> PROBLEM: In the data that follows, give the number of lines containing the word "their". Offer no additional comment.
------ DATA UNDER STUDY
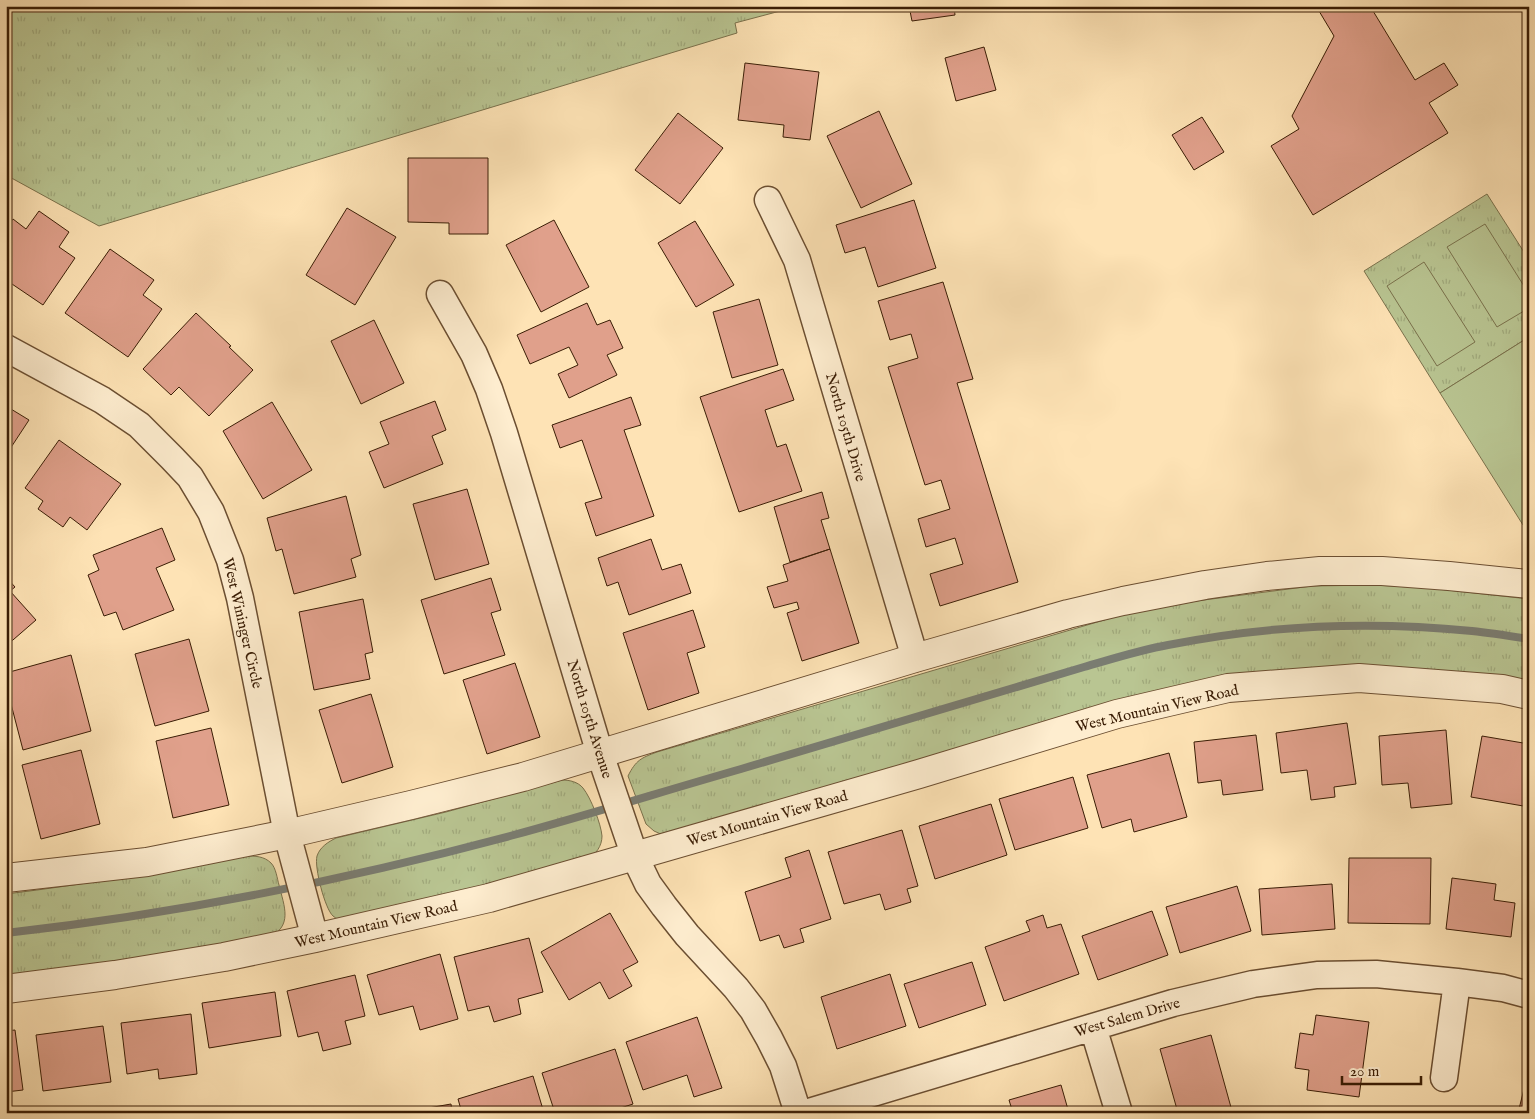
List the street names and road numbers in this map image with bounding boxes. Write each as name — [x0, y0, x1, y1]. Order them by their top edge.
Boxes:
street label: North 105th Drive — [821, 371, 870, 484]
street label: West Wininger Circle — [218, 556, 267, 691]
street label: North 105th Avenue — [562, 658, 617, 781]
street label: West Mountain View Road — [1074, 680, 1241, 736]
street label: West Mountain View Road — [685, 786, 851, 851]
street label: West Mountain View Road — [293, 896, 460, 952]
street label: West Salem Drive — [1072, 993, 1182, 1042]

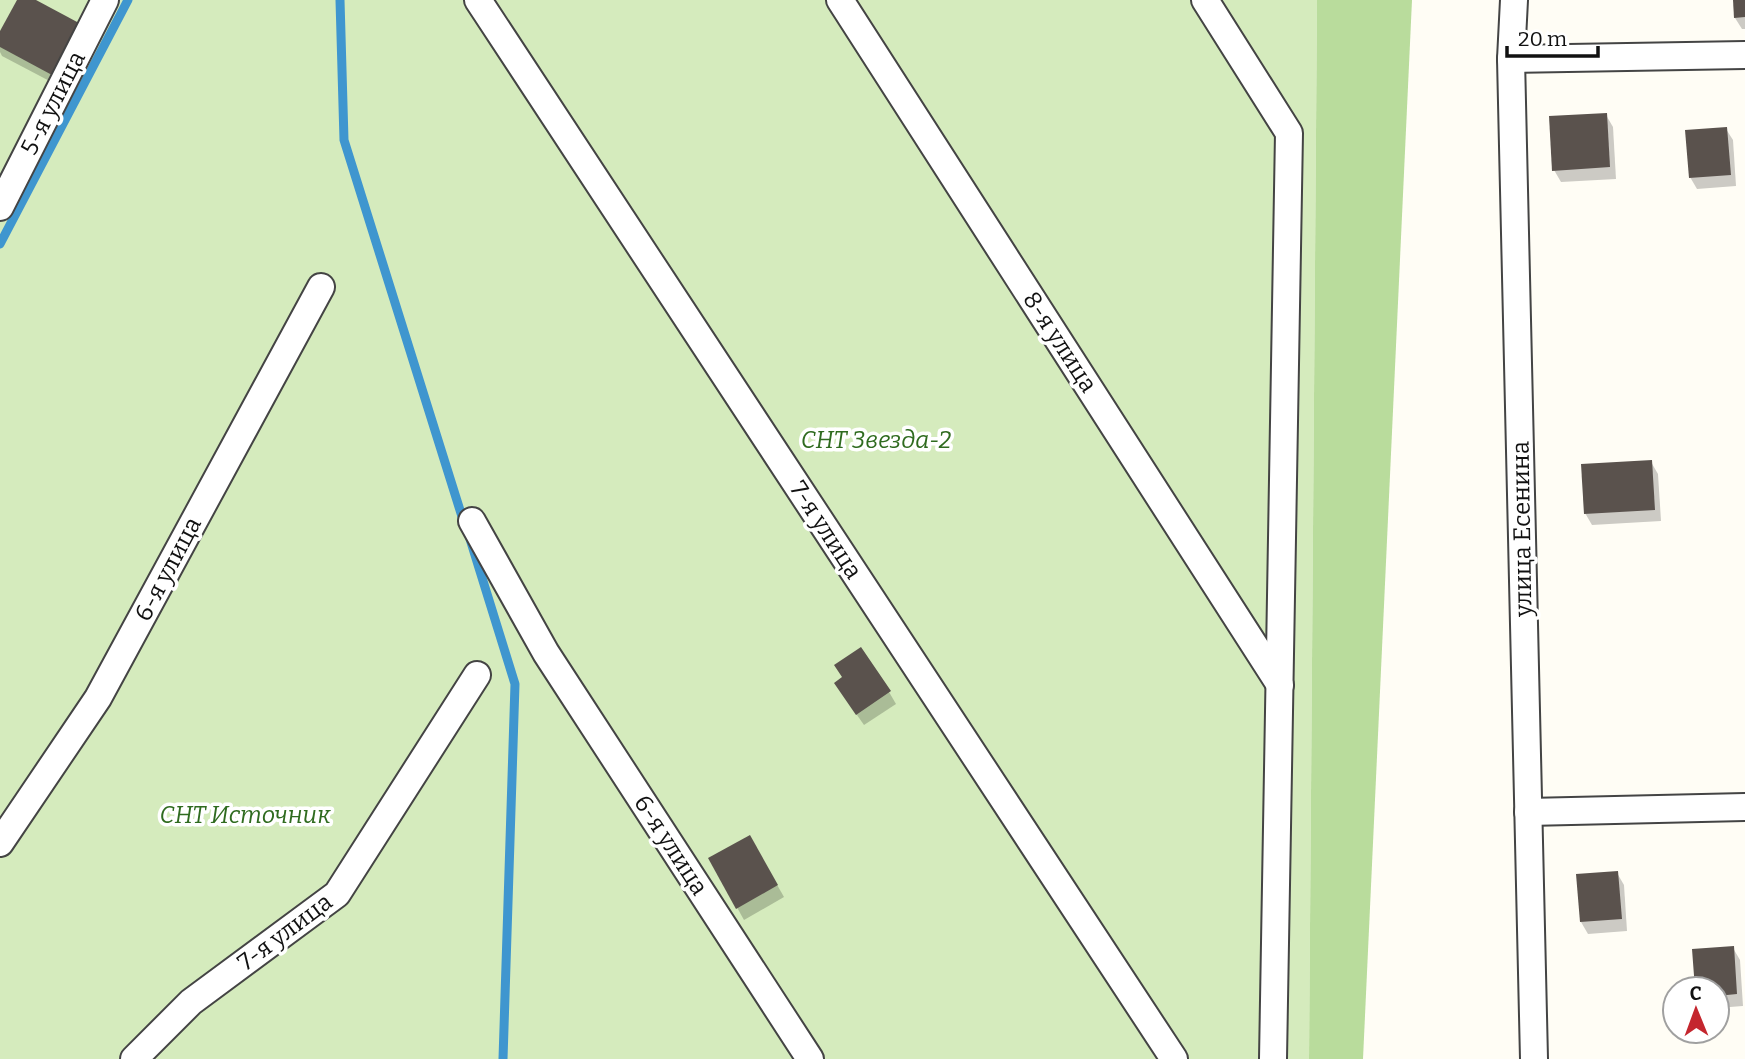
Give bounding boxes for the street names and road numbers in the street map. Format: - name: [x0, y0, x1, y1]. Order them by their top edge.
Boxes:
------------
> WRITTEN RESPONSE: 2